These days I received a pretty interesting survey compiled by Cyber-Ark, one of the vendors in the market for Privileged Account Management (PAM) or Privileged Identity Management (PIM), like Cyber-Ark calls that market segment. I seldom read such an interesting survey, providing insight in the dark side of many users. The survey which has been carried out amongst 600 workers, mainly from financial districts, in New York, London, and Amsterdam included some really tough questions. People were for example asked whether people would try their hardest to gain access to the redundancy lists if rumors about redundancies were on their way. 46% of all participants – and 57% in the US – answered with yes. And 70% of these US employees said that they would use their IT system to snoop around. On the other hand, 71% of the people from the Netherlands answered that they would preemptively download company and competitive information if their job were at risk. Another interesting number: 62% of the US participants and 54% of the ones from the Netherlands said that they find it easy to take sensitive or valuable information out of the company – with eMail and memory sticks being the easiest approaches to do that.

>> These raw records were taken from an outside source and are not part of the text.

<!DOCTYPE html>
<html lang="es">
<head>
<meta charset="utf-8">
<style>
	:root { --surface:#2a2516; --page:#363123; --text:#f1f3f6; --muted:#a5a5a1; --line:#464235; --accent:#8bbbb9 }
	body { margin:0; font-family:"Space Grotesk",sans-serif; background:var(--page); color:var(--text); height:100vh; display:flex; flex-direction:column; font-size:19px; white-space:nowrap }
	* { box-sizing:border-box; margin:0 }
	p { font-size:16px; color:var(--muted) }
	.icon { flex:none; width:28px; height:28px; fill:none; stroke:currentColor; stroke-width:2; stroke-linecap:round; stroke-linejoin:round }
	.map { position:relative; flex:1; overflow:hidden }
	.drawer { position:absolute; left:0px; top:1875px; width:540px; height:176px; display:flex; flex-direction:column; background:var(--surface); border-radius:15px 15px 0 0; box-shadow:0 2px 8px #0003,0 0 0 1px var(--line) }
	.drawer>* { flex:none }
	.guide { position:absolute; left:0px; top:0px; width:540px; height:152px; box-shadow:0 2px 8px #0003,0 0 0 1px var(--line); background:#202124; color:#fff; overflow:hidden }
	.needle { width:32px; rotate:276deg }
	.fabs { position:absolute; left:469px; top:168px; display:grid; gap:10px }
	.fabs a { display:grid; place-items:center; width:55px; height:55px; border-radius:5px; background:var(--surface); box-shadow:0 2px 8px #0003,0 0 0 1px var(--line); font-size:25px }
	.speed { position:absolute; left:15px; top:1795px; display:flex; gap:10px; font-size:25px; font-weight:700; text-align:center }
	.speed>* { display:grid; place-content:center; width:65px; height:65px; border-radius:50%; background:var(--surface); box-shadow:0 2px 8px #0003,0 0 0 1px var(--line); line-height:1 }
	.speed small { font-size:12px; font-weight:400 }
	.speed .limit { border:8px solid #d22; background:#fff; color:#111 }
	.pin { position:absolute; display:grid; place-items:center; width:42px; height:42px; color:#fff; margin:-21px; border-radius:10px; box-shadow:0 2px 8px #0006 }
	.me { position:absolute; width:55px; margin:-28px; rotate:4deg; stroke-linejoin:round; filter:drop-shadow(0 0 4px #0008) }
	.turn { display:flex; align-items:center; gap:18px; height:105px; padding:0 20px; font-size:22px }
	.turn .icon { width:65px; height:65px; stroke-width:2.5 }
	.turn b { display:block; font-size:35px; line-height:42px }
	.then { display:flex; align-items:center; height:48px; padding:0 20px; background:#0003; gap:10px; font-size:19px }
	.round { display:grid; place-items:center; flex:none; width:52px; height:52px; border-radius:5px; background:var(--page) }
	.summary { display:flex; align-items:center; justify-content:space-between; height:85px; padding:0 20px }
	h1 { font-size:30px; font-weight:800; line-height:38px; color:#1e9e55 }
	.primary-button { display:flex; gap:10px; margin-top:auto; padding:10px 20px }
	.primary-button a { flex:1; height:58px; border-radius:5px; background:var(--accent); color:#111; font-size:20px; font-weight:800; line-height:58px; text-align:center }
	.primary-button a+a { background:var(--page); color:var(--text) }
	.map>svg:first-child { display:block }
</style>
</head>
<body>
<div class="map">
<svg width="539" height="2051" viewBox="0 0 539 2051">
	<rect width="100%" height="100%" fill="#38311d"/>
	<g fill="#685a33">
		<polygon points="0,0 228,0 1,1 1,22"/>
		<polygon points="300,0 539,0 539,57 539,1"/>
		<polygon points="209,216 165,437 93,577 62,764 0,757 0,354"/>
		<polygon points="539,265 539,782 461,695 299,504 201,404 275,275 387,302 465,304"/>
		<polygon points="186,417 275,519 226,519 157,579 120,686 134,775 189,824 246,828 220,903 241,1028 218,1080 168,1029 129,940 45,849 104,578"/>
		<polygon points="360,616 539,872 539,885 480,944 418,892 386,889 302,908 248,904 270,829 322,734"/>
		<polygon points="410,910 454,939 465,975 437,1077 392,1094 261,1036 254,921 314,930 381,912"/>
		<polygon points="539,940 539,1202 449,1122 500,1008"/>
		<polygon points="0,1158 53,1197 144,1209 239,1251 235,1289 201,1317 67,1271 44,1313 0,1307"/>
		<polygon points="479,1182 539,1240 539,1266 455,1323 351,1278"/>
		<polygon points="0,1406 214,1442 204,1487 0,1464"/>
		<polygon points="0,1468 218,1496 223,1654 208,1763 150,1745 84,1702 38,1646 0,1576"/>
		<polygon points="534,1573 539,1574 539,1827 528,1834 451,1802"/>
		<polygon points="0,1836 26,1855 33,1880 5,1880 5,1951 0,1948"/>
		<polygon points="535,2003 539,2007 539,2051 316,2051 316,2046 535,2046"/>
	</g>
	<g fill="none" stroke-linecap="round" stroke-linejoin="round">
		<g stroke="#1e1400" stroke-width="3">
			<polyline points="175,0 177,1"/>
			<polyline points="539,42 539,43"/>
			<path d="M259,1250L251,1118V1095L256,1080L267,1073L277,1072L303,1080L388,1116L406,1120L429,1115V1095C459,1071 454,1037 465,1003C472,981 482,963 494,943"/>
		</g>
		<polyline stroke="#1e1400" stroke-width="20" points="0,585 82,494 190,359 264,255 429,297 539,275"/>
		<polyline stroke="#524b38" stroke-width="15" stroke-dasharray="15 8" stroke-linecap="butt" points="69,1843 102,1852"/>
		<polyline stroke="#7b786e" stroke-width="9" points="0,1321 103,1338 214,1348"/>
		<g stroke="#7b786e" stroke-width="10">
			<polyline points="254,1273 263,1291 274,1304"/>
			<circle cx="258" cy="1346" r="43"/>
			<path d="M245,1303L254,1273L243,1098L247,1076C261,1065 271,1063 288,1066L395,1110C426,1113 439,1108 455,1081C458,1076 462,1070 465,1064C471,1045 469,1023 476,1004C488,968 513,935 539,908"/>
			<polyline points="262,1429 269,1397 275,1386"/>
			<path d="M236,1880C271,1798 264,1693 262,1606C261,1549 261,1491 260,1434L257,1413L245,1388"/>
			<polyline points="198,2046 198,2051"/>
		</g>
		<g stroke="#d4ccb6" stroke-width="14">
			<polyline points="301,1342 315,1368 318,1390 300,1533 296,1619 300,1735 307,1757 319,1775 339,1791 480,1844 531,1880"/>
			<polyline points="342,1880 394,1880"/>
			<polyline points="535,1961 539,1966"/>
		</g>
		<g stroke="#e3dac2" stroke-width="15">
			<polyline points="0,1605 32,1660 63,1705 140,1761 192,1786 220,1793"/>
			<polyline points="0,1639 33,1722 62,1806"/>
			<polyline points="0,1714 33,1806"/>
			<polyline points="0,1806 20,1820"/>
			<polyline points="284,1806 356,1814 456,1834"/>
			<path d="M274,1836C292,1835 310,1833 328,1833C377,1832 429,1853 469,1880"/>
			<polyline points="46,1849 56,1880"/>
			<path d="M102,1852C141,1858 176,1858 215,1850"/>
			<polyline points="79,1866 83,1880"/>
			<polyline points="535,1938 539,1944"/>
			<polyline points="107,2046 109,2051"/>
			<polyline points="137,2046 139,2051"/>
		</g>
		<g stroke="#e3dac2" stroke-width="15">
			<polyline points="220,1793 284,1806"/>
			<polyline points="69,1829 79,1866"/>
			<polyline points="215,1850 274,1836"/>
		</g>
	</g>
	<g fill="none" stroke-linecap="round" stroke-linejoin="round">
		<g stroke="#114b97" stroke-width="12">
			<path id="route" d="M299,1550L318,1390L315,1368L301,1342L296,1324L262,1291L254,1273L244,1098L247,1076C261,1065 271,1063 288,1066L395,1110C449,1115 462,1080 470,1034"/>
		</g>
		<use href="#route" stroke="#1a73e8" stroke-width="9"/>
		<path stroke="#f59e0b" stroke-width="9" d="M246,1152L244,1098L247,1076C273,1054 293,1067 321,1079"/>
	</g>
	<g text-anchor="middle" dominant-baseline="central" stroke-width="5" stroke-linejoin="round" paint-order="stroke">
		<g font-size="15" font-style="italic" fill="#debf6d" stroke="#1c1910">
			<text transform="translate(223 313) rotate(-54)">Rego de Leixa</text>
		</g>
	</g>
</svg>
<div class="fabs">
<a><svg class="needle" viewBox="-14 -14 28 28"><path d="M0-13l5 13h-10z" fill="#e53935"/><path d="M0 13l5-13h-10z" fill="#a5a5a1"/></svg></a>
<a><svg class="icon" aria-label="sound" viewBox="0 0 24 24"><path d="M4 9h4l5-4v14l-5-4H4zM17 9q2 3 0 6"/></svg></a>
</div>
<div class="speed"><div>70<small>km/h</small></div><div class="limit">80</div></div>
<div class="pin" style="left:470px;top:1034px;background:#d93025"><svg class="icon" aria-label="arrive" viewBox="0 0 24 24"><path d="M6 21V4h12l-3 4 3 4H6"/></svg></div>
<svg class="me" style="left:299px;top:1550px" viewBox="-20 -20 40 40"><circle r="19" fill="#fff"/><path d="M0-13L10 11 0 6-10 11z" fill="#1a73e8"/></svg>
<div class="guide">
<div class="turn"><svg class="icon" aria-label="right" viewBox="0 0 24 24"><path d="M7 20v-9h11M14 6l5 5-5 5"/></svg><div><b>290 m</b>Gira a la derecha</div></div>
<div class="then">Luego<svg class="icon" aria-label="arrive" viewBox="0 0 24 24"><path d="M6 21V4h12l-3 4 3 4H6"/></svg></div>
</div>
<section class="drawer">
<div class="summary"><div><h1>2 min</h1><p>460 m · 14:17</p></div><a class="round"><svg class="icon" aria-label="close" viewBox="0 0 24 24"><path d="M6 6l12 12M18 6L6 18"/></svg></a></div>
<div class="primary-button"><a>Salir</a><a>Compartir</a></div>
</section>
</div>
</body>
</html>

Honestly, I’m somewhat surprised about the impressively high numbers of people which will do illegal things – even while I would agree that I’m a cynic sometimes, these numbers were somewhat above my expectations. The real important lesson that enterprises have to act. They have to act on Identity and Access Management, GRC, Privileged Account Management, Data Leakage Prevention, and Information Rights Management. And they have to act with a combined strategy which focuses on really closing the gaps – not only some of many doors. PAM is a must in these days, given that privileged accounts impose the highest risks and most companies don’t really know who has access to some of these accounts. Information Rights Management has to become reality. And Data Leakage Prevention has to be performed in the context of the identities – approaches, on which companies like RSA are working in these days. It is time to act – especially in these days, because fear and uncertainty are perfect drivers for computer crime.
I really appreciate the survey compiled by Cyber-Ark. For sure they like to spread their message about the importance of PAM. But even if the numbers where significantly smaller, their message still would be true: It is latest time to really protect the companies valuable intellectual properties and sensitive information – with a mix of PAM and the other technologies mentioned above.